Wednesday, April 05, 2006
always live in hope
that's what jacqueline gillespie would write in the front of copies of her book, when she signed them for people. in my copy that i've got here [that pic above is from google-image] she's underlined the always. she didn't sign if for me, i got it in a second-hand bookshop for $15. it's a good read. like a lot of women who married muslim men, i went through a stage of being somewhat perversely attracted to reading all the horror stories, of kidnappings and abuse, of running away across mountains with your child strapped to your back type stuff. of confiscated passports and threats along the lines of "you can leave, but the children stay with me."
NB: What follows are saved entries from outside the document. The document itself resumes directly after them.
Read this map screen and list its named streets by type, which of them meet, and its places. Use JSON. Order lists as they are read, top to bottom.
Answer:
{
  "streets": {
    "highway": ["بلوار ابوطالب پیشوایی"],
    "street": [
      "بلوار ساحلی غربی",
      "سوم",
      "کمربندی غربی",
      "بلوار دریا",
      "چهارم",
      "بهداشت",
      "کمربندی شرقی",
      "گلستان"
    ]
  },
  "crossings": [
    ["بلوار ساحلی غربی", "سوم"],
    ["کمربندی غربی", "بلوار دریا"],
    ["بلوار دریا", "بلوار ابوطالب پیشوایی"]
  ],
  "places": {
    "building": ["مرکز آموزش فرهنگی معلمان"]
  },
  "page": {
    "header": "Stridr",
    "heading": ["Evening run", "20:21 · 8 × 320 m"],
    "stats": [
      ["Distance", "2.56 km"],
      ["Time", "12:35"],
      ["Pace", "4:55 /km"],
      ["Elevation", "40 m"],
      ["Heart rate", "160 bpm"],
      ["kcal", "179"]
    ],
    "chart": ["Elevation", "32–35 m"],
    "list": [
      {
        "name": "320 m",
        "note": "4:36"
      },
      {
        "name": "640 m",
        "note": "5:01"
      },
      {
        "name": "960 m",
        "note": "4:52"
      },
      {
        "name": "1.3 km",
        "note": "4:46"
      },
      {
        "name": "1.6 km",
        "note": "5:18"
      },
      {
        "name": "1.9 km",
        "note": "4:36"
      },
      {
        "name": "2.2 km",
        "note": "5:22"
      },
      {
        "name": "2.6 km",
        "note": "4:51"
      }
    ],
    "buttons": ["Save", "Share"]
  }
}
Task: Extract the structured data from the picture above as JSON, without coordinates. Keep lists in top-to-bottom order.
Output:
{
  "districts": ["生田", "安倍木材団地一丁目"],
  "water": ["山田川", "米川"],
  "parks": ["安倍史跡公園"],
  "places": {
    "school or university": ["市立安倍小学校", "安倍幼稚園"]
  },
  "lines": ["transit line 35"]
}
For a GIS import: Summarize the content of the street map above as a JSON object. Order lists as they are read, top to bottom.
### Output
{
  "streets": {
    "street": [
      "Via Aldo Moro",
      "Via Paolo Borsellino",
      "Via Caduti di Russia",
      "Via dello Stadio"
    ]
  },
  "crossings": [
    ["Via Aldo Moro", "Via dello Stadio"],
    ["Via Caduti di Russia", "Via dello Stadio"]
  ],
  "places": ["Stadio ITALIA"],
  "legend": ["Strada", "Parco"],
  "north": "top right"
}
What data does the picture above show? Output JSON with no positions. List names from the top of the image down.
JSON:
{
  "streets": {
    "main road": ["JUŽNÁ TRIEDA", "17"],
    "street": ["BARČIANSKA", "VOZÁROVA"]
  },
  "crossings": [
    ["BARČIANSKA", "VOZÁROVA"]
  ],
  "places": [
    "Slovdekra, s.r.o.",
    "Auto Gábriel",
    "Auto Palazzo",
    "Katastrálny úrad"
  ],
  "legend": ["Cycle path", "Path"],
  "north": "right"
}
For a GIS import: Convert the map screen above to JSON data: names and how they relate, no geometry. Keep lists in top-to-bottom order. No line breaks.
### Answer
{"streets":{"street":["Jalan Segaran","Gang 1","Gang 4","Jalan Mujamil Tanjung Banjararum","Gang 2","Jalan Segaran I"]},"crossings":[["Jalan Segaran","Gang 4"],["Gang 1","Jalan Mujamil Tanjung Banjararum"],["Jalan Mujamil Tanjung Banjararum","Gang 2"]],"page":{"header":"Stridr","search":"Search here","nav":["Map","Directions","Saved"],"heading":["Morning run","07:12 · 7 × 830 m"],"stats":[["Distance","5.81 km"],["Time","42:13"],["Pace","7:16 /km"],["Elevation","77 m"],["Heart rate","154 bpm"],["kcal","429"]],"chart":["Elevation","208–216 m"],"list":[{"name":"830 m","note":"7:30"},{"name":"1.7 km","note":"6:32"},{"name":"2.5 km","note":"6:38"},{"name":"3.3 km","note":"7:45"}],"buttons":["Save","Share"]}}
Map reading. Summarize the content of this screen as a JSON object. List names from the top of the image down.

i am so happy for jacqueline and her daughter, shah. to be reunited after 14 years, of waiting and wondering and no contact. she would send them birthday and christmas presents and videod messages, and never hear anything back. as far as i know, for 14 years, she never heard anything back. how awful that must have been. to think that people might be brainwashing your daughter and son, telling them bad things about you, that you don't love them anymore.
just not knowing.
shah was kidnapped at the age of 6, so little and vulnerable. and needing her mummy so much. now she's 20. we still need our mum, for as long as they are alive.
and this is what her father had to say, the malasian prince:
It's only natural that she wants to visit her mother.
She is a big girl now, going to be 21.
She wants to be with her mother, so what is there for me to say?
so in his mind what he did was perfectly ok. it was so cruel and heartless. i wonder what he's done to the son, iddin. why doesn't iddin want to see his mother?
it broke my heart to read the book, and now i feel a sort of joy, but also like i want to cry.
great heaving racking sobs.
what is it about mothers and daughters?